Onde está a felicidade?


A vida mostra que a verdadeira felicidade não se compra, se conquista durante uma existência
A troca de mensagens resultou em uma oportuna reflexão. A jovem levantara bem cedo e antes do amanhecer já estava em suas atividades laborais, justificando que “queria ficar rica logo”. Essa afirmação levou a uma réplica imediata e automática, ante a singela espontaneidade: “… mas você já é rica. Goza de ótima saúde, tem formação acadêmica, possui uma sólida estrutura familiar, conquistou um companheiro nota 10, está sempre rodeada por bons amigos… isso não é uma riqueza incalculável?”.
Esse diálogo despretensioso, mas incrivelmente sincero tem o poder de suscitar distintas considerações sobre o tema. Ainda que sob diferentes perspectivas, prevalece a ideia de que as condições socioeconômicas propiciam e influenciam sobremaneira o resultado do questionamento, porém a dúvida permanece: onde realmente está a felicidade?
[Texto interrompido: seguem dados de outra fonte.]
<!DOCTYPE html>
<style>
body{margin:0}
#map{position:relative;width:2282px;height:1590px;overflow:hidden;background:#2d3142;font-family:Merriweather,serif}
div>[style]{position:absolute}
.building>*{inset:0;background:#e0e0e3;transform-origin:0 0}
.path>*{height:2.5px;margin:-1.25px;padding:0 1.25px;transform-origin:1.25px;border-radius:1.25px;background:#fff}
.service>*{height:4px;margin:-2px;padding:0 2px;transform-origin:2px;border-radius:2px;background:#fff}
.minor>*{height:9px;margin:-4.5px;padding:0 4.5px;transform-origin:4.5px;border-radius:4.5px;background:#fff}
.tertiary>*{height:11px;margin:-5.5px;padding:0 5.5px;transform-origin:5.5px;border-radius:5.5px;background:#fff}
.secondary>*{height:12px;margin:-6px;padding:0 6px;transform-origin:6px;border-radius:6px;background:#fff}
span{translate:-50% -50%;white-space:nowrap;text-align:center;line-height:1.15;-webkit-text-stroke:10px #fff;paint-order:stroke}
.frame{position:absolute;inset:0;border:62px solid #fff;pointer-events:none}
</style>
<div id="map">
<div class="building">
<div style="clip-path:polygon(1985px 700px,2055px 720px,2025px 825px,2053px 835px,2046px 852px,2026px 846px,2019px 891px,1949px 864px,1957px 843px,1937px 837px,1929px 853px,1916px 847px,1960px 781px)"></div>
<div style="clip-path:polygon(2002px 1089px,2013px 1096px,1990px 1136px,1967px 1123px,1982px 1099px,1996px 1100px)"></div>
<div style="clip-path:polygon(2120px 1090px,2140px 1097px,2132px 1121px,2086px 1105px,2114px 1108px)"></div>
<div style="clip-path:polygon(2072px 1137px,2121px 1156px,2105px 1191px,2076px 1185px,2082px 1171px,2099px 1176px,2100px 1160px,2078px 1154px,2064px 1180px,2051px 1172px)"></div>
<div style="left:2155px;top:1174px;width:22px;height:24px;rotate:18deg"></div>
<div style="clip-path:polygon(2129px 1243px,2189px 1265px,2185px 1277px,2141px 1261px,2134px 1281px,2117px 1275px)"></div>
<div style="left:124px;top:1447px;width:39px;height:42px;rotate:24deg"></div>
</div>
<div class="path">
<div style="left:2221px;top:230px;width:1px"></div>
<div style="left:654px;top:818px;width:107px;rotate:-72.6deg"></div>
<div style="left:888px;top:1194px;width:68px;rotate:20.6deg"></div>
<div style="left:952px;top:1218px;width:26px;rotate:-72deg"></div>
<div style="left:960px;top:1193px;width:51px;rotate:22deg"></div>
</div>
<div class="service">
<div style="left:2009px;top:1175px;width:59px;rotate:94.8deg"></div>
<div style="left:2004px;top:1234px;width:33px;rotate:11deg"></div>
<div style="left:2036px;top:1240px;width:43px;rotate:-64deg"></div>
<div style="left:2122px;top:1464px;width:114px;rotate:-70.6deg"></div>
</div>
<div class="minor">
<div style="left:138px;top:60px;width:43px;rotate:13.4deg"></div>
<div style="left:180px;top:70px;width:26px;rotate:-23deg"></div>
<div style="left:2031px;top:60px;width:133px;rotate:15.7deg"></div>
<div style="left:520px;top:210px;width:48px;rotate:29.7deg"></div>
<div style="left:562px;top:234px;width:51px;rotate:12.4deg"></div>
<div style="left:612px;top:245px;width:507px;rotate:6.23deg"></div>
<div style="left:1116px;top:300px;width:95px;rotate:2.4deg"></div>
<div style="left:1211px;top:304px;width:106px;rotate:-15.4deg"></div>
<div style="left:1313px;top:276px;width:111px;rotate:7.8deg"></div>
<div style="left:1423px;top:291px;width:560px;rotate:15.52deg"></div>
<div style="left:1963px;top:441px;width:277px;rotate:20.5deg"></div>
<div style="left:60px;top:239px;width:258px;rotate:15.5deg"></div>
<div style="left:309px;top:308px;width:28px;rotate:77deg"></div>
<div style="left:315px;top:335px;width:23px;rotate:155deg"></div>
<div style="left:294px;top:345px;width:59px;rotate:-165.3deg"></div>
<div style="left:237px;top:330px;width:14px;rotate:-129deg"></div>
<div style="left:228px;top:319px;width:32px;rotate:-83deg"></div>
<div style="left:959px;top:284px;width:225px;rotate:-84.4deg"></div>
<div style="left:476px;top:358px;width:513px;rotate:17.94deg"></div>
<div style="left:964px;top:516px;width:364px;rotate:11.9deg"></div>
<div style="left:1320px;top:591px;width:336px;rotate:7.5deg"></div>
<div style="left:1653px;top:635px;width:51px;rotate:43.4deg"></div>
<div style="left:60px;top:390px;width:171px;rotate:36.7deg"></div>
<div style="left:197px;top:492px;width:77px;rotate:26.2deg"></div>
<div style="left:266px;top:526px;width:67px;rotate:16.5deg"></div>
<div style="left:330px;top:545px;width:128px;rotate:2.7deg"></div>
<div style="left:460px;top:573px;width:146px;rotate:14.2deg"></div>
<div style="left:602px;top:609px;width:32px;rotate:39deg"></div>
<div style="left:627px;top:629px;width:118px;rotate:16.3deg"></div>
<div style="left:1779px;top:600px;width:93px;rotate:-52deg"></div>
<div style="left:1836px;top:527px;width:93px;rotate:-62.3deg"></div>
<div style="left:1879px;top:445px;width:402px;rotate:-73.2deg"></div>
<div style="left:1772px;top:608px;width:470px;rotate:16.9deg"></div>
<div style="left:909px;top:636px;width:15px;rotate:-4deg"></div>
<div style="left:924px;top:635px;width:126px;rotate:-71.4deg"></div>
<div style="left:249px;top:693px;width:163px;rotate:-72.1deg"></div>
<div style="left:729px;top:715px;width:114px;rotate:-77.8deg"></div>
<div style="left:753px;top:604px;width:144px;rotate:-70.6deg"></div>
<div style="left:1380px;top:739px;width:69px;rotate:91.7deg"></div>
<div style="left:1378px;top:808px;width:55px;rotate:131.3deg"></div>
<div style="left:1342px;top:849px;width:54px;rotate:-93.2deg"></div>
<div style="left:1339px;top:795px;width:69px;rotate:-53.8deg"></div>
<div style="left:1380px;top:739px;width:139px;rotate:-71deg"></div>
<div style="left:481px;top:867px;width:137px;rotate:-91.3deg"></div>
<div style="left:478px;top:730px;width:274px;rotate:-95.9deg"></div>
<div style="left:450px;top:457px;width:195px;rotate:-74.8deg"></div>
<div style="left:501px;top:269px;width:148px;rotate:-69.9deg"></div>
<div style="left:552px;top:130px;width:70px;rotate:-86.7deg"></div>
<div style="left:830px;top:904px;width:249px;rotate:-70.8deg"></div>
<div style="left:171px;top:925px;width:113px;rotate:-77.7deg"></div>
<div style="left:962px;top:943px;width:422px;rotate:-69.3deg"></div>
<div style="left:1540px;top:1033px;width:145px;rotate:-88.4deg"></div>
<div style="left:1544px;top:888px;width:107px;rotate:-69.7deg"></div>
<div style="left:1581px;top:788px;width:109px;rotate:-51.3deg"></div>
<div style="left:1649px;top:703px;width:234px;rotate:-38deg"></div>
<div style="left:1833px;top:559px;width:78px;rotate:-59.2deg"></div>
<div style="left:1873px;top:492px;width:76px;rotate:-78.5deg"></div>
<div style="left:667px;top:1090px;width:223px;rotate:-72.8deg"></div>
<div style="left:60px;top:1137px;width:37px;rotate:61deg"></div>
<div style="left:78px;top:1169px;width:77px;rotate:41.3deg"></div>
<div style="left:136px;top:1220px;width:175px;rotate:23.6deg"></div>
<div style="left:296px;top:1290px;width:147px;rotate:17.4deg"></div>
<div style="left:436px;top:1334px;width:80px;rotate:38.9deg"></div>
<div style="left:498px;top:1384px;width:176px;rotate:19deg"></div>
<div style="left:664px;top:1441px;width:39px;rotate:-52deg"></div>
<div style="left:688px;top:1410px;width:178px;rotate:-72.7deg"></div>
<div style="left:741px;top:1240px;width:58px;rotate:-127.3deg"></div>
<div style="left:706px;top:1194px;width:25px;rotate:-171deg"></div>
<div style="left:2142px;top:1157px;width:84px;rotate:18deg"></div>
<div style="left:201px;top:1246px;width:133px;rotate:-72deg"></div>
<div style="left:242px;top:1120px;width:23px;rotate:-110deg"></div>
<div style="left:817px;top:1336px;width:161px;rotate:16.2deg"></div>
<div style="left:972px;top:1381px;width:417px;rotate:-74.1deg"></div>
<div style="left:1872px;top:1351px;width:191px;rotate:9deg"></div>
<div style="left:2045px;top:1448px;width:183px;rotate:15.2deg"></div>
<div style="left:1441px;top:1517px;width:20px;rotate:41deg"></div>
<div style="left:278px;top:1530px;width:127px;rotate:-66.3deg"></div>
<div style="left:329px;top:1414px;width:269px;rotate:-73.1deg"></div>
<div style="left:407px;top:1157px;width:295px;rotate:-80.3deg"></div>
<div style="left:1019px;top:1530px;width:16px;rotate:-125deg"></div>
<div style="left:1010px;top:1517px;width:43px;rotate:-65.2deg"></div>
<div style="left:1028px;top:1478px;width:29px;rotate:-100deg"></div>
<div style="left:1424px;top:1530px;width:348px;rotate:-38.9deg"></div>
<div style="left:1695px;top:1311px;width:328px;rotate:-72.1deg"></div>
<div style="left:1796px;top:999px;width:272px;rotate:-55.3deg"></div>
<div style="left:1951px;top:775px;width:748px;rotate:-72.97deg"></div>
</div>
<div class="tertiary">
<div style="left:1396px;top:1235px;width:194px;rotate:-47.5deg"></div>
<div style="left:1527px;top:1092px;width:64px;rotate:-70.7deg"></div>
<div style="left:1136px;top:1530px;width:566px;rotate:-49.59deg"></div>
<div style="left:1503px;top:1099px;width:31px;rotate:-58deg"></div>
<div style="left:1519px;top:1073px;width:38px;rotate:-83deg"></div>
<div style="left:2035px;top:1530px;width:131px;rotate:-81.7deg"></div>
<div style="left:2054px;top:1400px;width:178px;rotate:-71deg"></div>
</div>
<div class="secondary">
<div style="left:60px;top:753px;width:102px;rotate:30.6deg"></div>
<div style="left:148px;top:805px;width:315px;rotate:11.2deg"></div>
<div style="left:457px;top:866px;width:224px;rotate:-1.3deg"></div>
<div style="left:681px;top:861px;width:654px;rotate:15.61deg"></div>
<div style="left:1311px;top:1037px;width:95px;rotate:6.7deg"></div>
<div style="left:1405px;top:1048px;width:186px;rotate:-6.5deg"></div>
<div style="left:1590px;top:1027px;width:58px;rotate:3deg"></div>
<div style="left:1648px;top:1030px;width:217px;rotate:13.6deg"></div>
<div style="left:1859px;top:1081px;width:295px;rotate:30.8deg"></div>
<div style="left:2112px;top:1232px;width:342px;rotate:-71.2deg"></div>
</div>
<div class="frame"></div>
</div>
A se julgar pela enormidade de publicações nas redes sociais, atualmente a felicidade apresenta visual consumista e está baseado no “ter”. Ter um smartphone top de linha, ter um SUV híbrido ou uma caminhonete invocada e recheada de tecnologia embarcada, ter roupas caríssimas, um Rolex com preço de carro popular, mostrar com orgulho os numerosos carimbos no passaporte, ter um sobrado de alto padrão no condomínio chique, apartamento na praia com piscina de borda infinita, etc, etc. Essa é a máxima que move os que fantasiam a felicidade moldada pelo saldo bancário e consequentemente pelo poder, já que essa dupla inseparável costuma desfilar em uníssono pelos privilegiados segmentos da sociedade. Logo, por analogia, poder-se-ia simploriamente concluir que aqueles cujas algibeiras se apresentam permanentemente magérrimas são infelizes inveterados, o que, definitivamente, não corresponde com a realidade.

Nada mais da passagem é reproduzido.